2 Tawarikh 25:17 - Kebijaksanaan dan Kejatuhan Amazia

"Tetapi engkau, wahai Amazia, setelah menerima kekalahan dari Edom, telah memanggil pula budak-budak Yakub untuk menolongmu. Sungguh, sesungguhnya, kalau itu engkau lakukan, engkau akan binasa."
Hikmat Amarah Risiko

Representasi visual simbolis: Diamond hikmat, panah amarah, dan segitiga risiko.

Ayat 2 Tawarikh 25:17 adalah sebuah peringatan keras yang disampaikan oleh seorang nabi kepada Raja Amazia dari Yehuda. Peristiwa ini terjadi setelah Amazia meraih kemenangan gemilang melawan Edom. Kemenangan tersebut begitu menguasai pikirannya, sehingga ia menjadi sombong dan mengambil keputusan yang gegabah. Ia meminta bantuan kepada raja Israel untuk menambah kekuatan militernya, padahal ia seharusnya cukup mengandalkan kekuatan dan pertolongan Tuhan yang telah membantunya meraih kemenangan sebelumnya.

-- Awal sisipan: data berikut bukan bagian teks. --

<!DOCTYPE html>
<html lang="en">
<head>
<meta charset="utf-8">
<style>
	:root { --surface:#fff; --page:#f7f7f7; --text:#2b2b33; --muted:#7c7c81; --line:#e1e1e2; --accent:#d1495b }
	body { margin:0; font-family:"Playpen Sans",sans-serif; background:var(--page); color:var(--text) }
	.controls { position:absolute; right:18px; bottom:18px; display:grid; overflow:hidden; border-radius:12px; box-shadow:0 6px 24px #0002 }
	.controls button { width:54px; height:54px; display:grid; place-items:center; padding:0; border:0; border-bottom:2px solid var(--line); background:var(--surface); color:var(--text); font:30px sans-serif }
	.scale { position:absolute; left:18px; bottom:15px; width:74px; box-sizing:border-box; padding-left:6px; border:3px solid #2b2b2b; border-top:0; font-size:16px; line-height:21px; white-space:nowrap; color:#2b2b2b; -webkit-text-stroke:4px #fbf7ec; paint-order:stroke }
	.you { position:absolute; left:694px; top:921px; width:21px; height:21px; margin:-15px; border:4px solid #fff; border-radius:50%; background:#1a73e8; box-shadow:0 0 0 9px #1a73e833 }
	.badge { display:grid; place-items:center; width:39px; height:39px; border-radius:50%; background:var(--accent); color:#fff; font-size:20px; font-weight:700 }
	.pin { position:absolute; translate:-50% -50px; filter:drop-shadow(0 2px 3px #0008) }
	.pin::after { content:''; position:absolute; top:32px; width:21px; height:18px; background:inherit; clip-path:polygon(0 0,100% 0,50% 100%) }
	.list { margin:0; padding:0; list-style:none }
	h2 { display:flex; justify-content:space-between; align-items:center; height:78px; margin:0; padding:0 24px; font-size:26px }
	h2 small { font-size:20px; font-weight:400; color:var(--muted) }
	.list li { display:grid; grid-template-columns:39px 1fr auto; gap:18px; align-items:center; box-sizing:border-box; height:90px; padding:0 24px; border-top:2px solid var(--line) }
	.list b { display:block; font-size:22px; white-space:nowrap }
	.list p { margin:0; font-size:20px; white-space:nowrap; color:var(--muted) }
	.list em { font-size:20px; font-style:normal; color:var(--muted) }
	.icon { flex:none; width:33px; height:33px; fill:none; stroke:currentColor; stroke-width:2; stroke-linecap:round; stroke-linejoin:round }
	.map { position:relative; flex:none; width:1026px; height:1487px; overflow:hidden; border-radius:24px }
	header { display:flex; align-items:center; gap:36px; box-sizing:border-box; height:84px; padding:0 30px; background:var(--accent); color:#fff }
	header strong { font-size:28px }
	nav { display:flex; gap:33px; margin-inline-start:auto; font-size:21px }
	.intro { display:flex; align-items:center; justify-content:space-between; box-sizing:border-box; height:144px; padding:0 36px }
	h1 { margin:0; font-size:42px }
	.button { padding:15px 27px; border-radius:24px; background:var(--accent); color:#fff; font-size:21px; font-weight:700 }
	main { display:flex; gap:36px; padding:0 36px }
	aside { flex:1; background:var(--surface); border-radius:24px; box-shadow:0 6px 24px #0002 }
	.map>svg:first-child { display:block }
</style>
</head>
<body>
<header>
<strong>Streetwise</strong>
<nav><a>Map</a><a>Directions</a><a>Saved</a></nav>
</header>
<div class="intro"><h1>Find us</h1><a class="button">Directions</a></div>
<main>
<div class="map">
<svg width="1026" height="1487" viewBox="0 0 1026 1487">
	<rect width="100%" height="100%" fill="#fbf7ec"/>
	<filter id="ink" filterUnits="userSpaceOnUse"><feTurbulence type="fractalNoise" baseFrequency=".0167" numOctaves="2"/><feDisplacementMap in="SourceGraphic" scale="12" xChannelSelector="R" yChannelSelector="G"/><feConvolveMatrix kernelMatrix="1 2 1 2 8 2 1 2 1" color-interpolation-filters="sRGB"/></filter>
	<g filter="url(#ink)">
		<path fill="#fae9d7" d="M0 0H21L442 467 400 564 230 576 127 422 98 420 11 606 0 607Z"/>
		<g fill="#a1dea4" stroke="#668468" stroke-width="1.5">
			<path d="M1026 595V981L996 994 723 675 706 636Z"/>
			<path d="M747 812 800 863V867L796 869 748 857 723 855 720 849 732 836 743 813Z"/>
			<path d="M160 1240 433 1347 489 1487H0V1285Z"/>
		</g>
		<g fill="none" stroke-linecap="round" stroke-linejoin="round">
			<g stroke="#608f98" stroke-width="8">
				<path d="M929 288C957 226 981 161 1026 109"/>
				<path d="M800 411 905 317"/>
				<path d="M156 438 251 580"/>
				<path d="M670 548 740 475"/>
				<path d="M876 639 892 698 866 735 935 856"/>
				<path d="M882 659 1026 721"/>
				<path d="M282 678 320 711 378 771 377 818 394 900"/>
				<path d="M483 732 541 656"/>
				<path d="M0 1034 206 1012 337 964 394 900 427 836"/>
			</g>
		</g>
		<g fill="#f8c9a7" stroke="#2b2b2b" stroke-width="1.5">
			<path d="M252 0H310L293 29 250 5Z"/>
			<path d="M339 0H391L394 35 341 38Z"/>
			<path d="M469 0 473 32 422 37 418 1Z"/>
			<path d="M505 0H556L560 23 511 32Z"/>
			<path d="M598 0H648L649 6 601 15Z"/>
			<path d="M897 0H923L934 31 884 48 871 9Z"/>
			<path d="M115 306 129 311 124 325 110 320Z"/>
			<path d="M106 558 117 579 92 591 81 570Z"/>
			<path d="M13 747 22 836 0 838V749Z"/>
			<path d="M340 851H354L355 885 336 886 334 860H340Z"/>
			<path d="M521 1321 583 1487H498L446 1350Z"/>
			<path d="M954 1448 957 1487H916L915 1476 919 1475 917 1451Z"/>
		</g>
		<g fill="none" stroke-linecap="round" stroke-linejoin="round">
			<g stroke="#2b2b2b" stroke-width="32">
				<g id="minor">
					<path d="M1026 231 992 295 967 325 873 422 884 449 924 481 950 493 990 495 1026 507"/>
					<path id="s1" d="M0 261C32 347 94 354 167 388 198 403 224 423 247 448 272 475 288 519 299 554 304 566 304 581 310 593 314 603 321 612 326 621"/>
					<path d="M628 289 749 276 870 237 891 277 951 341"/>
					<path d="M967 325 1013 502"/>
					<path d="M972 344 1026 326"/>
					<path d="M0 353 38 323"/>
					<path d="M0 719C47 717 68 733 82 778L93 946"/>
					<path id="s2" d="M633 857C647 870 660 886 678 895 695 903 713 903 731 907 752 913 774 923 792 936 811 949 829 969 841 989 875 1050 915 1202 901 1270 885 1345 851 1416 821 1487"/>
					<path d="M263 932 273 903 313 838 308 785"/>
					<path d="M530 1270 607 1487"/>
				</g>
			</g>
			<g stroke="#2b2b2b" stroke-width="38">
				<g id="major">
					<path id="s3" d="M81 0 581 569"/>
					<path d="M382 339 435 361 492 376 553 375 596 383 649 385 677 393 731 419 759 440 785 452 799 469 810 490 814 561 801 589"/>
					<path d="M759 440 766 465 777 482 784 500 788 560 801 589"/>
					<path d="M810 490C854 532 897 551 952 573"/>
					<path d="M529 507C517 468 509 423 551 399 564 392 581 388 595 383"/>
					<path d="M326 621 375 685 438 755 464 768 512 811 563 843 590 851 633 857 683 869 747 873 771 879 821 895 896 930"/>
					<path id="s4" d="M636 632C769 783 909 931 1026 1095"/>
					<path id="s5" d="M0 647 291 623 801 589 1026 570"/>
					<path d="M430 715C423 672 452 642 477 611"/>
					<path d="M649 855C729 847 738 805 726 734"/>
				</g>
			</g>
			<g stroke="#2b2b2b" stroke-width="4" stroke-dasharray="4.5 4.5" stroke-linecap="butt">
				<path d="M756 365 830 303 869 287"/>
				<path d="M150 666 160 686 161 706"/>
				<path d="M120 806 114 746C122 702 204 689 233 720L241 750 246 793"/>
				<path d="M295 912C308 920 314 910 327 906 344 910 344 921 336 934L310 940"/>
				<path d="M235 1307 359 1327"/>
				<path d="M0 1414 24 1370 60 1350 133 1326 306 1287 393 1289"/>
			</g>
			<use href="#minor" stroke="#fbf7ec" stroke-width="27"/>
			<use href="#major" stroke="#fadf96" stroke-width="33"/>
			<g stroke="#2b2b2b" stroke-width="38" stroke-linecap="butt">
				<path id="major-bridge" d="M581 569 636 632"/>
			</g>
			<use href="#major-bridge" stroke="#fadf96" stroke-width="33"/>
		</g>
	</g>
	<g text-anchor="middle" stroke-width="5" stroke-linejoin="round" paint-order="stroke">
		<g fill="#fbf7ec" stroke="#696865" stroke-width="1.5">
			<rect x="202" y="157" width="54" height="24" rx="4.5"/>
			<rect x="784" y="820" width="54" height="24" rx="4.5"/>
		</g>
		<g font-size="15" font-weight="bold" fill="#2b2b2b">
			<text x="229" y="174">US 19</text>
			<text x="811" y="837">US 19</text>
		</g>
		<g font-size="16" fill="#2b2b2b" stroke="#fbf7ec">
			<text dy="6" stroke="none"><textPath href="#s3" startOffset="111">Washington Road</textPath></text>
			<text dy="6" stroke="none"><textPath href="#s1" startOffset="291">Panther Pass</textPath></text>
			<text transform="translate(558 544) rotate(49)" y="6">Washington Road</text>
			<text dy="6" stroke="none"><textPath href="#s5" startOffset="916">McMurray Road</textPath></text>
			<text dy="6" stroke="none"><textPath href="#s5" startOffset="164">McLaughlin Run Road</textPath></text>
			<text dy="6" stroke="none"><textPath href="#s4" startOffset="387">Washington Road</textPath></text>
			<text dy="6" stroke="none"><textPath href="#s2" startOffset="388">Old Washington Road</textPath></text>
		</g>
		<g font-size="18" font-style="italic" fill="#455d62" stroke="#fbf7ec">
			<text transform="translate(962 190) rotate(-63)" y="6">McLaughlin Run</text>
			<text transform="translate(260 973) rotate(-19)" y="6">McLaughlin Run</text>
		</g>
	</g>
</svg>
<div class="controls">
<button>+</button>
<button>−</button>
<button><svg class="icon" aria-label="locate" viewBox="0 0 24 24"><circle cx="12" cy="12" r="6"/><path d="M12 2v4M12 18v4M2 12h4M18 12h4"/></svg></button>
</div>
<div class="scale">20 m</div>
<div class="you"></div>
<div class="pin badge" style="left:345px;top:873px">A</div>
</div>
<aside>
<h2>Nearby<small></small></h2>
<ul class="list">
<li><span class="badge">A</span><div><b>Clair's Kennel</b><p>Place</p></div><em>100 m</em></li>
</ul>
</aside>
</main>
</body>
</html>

Kata-kata nabi tersebut, "Sungguh, sesungguhnya, kalau itu engkau lakukan, engkau akan binasa," bukanlah sekadar ancaman kosong. Ini adalah ramalan yang didasarkan pada pemahaman mendalam tentang karakter Tuhan dan konsekuensi dari ketidaktaatan. Sang nabi mengingatkan Amazia bahwa ia telah menolak hikmat yang diberikan Tuhan dan malah bersandar pada kekuatan manusiawi yang pada akhirnya akan membawa kehancuran. Ironisnya, Amazia justru merasa tersinggung oleh nasihat bijak ini, menunjukkan betapa dalamnya ia telah tenggelam dalam kesombongan.

Kisah Amazia mengajarkan pelajaran berharga tentang bahaya kesombongan yang mengikuti kesuksesan. Kemenangan sering kali datang dengan godaan untuk merasa superior dan mandiri. Namun, sebagai umat yang beriman, kita dipanggil untuk selalu mengingat bahwa segala kekuatan dan keberhasilan berasal dari Tuhan. Mengabaikan sumber pertolongan ilahi dan mengandalkan diri sendiri atau sumber-sumber duniawi, seperti yang dilakukan Amazia, adalah jalan menuju kehancuran, baik secara spiritual maupun material.

Peringatan ini juga menyoroti pentingnya mendengar nasihat yang membangun, terutama dari mereka yang memiliki otoritas rohani atau kebijaksanaan. Meskipun nasihat tersebut mungkin terasa tidak menyenangkan, namun sering kali ia datang dari hati yang tulus dan bertujuan untuk kebaikan jangka panjang. Mengabaikan nasihat bijak sama saja dengan menolak cahaya yang dapat menuntun kita keluar dari kegelapan.

Dalam konteks kekristenan modern, ayat ini tetap relevan. Kita diingatkan untuk senantiasa rendah hati di hadapan Tuhan, mengakui ketergantungan kita pada-Nya dalam setiap aspek kehidupan. Kesuksesan, baik dalam pekerjaan, studi, maupun kehidupan pribadi, seharusnya tidak membuat kita sombong, melainkan semakin bersyukur dan semakin bertekad untuk menggunakan berkat-berkat tersebut untuk kemuliaan Tuhan. Belajar dari kesalahan Amazia, kita diajak untuk terus menguji motivasi dan keputusan kita, memastikan bahwa segala tindakan kita didasari oleh ketaatan kepada firman Tuhan dan semangat kerendahan hati yang sejati.